:: Input

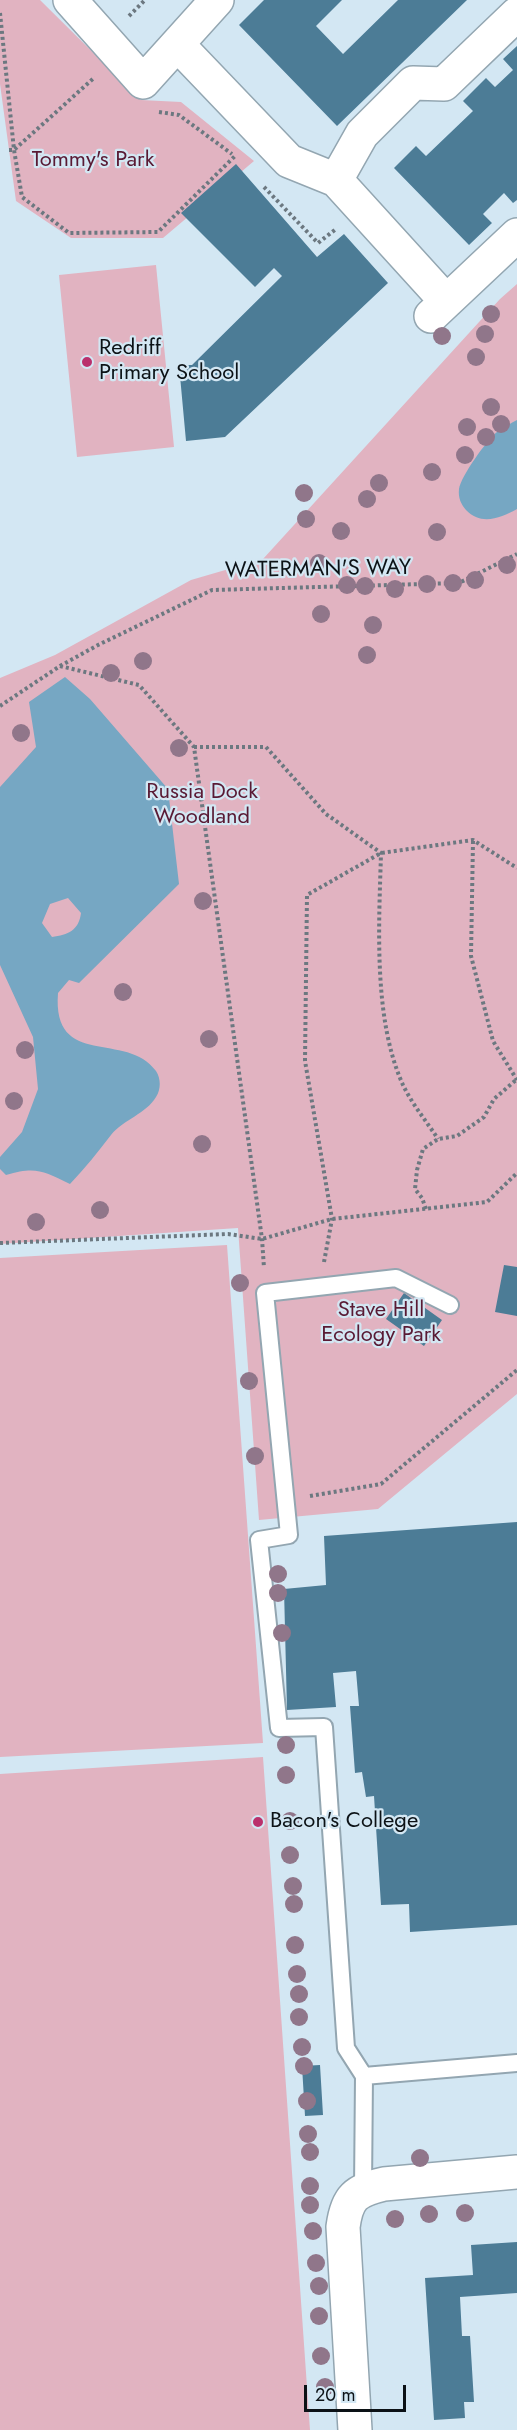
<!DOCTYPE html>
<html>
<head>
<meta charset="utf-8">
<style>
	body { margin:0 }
	#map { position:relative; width:517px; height:2430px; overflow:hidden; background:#d3e7f3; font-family:Jost,sans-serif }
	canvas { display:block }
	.scale { position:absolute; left:304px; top:2385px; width:102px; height:27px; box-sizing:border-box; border:3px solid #0c1216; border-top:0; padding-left:8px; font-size:18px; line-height:21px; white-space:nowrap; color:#0c1216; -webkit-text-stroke:4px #d3e7f3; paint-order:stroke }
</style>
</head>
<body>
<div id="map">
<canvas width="517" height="2430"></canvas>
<div class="scale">20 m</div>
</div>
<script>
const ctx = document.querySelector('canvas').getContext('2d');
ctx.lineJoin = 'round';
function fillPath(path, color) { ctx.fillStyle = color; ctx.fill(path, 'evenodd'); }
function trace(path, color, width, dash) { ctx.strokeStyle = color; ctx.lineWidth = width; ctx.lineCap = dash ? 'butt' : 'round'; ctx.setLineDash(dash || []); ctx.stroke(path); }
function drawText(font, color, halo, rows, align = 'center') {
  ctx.font = font + ' Jost,sans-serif'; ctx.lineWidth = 4.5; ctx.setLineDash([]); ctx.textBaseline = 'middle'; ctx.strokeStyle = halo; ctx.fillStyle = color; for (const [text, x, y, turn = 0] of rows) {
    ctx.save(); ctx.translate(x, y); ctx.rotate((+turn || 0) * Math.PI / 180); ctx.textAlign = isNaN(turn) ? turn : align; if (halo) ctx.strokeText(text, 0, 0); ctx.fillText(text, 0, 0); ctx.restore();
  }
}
fillPath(new Path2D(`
	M0 0H40L141 100 181 102 254 161 163 238H71L16 201 0 84Z
	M156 265 174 447 77 457 59 275Z
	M517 284V1394L378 1509 259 1520 238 1228 0 1244V678L55 655 191 580 263 559 500 299Z
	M227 1245 263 1743 0 1757V1258Z
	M263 1757 310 2430H0V1774Z`), '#e1b3c1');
fillPath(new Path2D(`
	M517 420V509C501 518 481 526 466 510 461 504 458 498 459 489 461 476 487 440 497 432 503 428 511 423 517 420Z
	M65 677 90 699 168 789 179 884 79 983 69 980 58 993C52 1070 127 1030 156 1071 161 1079 161 1089 156 1097 146 1114 124 1119 111 1135 98 1152 85 1168 70 1184 43 1171 36 1166 6 1175L0 1169V1157L22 1132 38 1089 33 1037 0 965V787L36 747 29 702ZM68 898 81 913C79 930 68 935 52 937L42 923 50 904Z`), '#76a7c3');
fillPath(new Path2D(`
	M264 0H342L316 26 343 54 398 0H467L337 126 239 25Z
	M517 46V200L513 203 504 193 483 214 492 223 469 245 394 168 416 146 426 156 473 111 463 101 486 78 495 87 513 70 503 59Z
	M236 164 317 257 344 234 388 283 225 437 186 441 179 365H192L282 276 274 268 255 287 181 213Z
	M504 1265 517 1267V1316L495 1312Z
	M404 1293 442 1320 424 1346 386 1319Z
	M517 1522V1925L410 1932 409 1904 381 1905 374 1796 366 1797 362 1772 355 1773 350 1706H359L356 1671 333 1673 336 1707 287 1710 284 1589 326 1585 324 1536Z
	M320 2065 323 2115 305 2116 302 2066Z
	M517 2242V2293L460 2297 462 2336H470L474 2402H464L465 2418 434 2420 425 2278 473 2275 471 2245Z`), '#4c7c96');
const service = new Path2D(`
	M364 2076 517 2063
	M363 2189 364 2076 346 2048 324 1727 279 1728 259 1540 289 1535 265 1293 396 1278 450 1305`);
const minor = new Path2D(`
	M70 0 143 82 217 0
	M178 45 289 161 336 180 446 301
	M336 180 362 134 413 83 444 84 517 14
	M431 316 517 235
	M355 2430 343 2227C347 2197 355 2191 384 2184L517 2172`);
trace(service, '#93a6b1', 20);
trace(minor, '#93a6b1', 36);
trace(new Path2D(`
	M0 13 14 150 22 197 69 233 158 232 235 156
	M129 16 145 0
	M159 112 179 115 232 154
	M9 150H14L95 77
	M264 187 318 243 336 229
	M60 666 139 685 194 747 262 1239 264 1268
	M0 706 60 666 98 645 212 590 459 583 517 554
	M194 747H266L326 814 381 853C379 925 373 1019 403 1085 412 1104 427 1122 438 1139
	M473 841 471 956 493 1041 517 1080
	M426 1209 422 1198 415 1189 417 1170 423 1149 438 1139 457 1136 484 1117 494 1099 516 1080
	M0 1243 228 1234 262 1239 332 1219 487 1202 517 1173
	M324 1262 332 1219 305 1061 307 895 381 853 473 840 517 868
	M310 1496 381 1484 517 1370`), '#6c7880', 4, [3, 3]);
trace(service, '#fff', 16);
trace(minor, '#fff', 33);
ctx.fillStyle = '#90768a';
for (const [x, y] of [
	[491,314],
	[485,334],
	[442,336],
	[476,357],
	[491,407],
	[501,424],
	[467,427],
	[486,437],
	[465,455],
	[432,472],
	[379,483],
	[304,493],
	[367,499],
	[306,519],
	[341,531],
	[437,532],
	[319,563],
	[507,565],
	[475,580],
	[453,583],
	[427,584],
	[347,585],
	[365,586],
	[395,589],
	[321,614],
	[373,625],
	[367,655],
	[143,661],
	[111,673],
	[21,733],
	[179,748],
	[203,901],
	[123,992],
	[209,1039],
	[25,1050],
	[14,1101],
	[202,1144],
	[100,1210],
	[36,1222],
	[240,1283],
	[249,1381],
	[255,1456],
	[278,1574],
	[278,1593],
	[282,1633],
	[286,1745],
	[286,1775],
	[290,1821],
	[290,1855],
	[293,1886],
	[294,1904],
	[295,1945],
	[297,1974],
	[299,1994],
	[299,2017],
	[302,2047],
	[304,2066],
	[307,2101],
	[308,2134],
	[310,2152],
	[420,2158],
	[310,2186],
	[310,2205],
	[465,2213],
	[429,2214],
	[395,2219],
	[313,2231],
	[316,2263],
	[319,2286],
	[319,2316],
	[321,2356],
	[325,2387]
]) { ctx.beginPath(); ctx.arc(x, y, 9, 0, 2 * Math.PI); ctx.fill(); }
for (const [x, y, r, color] of [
	[87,362,6,"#ba306c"],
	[258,1822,6,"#ba306c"]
]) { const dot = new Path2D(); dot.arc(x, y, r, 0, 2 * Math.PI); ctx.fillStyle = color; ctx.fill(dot); trace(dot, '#d3e7f3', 2); }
drawText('22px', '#591a34', '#d3e7f3', [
	["Tommy's Park",93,161],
	["Russia Dock",202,793],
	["Woodland",202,818],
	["Stave Hill",381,1311],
	["Ecology Park",381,1336]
]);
drawText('22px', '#0c1216', '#d3e7f3', [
	["Redriff",99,349],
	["Primary School",99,374],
	["Bacon's College",270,1822]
], 'left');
drawText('22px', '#0c1216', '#d3e7f3', [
	["WATERMAN'S WAY",318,570,-1]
]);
</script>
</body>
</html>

::::

_Action item_
Which lines contain "halo"? Copy each of them from the listing.

_Worked solution_
function drawText(font, color, halo, rows, align = 'center') {
  ctx.font = font + ' Jost,sans-serif'; ctx.lineWidth = 4.5; ctx.setLineDash([]); ctx.textBaseline = 'middle'; ctx.strokeStyle = halo; ctx.fillStyle = color; for (const [text, x, y, turn = 0] of rows) {
    ctx.save(); ctx.translate(x, y); ctx.rotate((+turn || 0) * Math.PI / 180); ctx.textAlign = isNaN(turn) ? turn : align; if (halo) ctx.strokeText(text, 0, 0); ctx.fillText(text, 0, 0); ctx.restore();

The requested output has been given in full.